Um colégio de Curitiba resolveu trocar a falta de repasse de recursos mensais pela criatividade e parcerias com empresas privadas. Há quatro anos, o Colégio Estadual Brasílio Vicente de Castro, na Cidade Industrial de Curitiba (CIC), com 1,7 mil alunos de 5ª série ao ensino pós-médio profissionalizante, arrecada contribuições voluntárias com pais de alunos e tem patrocínios e parcerias com o Banco Araucária e Caixa Econômica Federal.
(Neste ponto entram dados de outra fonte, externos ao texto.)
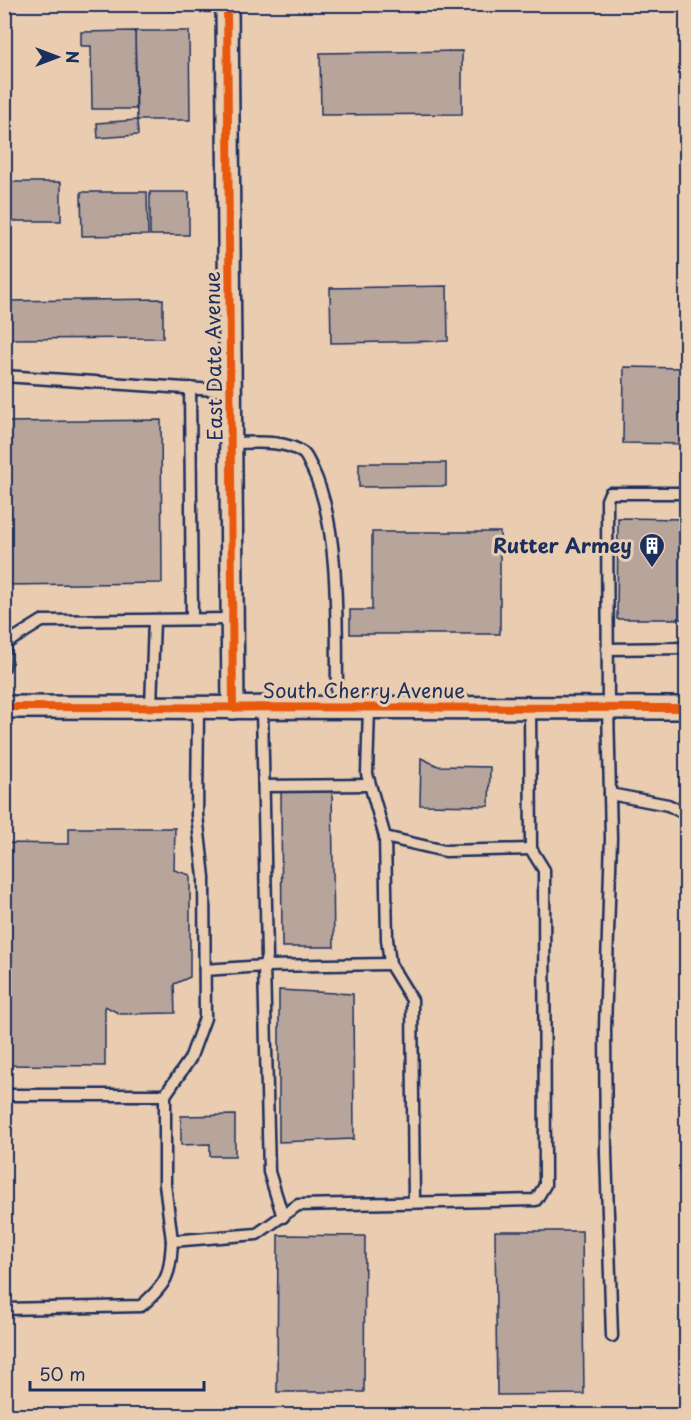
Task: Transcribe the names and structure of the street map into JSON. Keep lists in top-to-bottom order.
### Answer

Os programas educativos já renderam premiação no ano passado, quando a Organização das Nações Unidas pelos Direitos das Crianças (Unicef) concedeu ao colégio o prêmio de terceiro lugar em gestão escolar do Estado. No final do ano, a diretora Juara de Almeida Ferreira recebeu a medalha de honra ao mérito do governo do Paraná por serviços prestados à educação pública.
Os projetos inovadores começam na Biblioteca, com 8 mil livros. Este ano, todos os alunos terão como meta a leitura de 20 livros. Para isto, eles contam com as bibliotecas móveis. Cada caixa tem entre 40 e 45 livros e é levada nas aulas de literatura. Computadores, revistas e jornais diários também são colocados à disposição. Todos os anos, os livros são renovados. Os próprios alunos recebem, na listagem de material escolar, a indicação de um livro que deverá ser levado nos primeiros dias de aula para ser deixado na biblioteca.
Algumas turmas estão recebendo este ano as sacolas familiares de leitura. Cada sacola tem entre cinco e seis revistas. ‘‘O objetivo é estimular a leitura nas famílias. A nossa grande falha é a oralidade e a escrita. Nossos alunos são carentes disto. E o gosto da leitura é um gosto que a gente adquire em casa’’, explicou a diretora.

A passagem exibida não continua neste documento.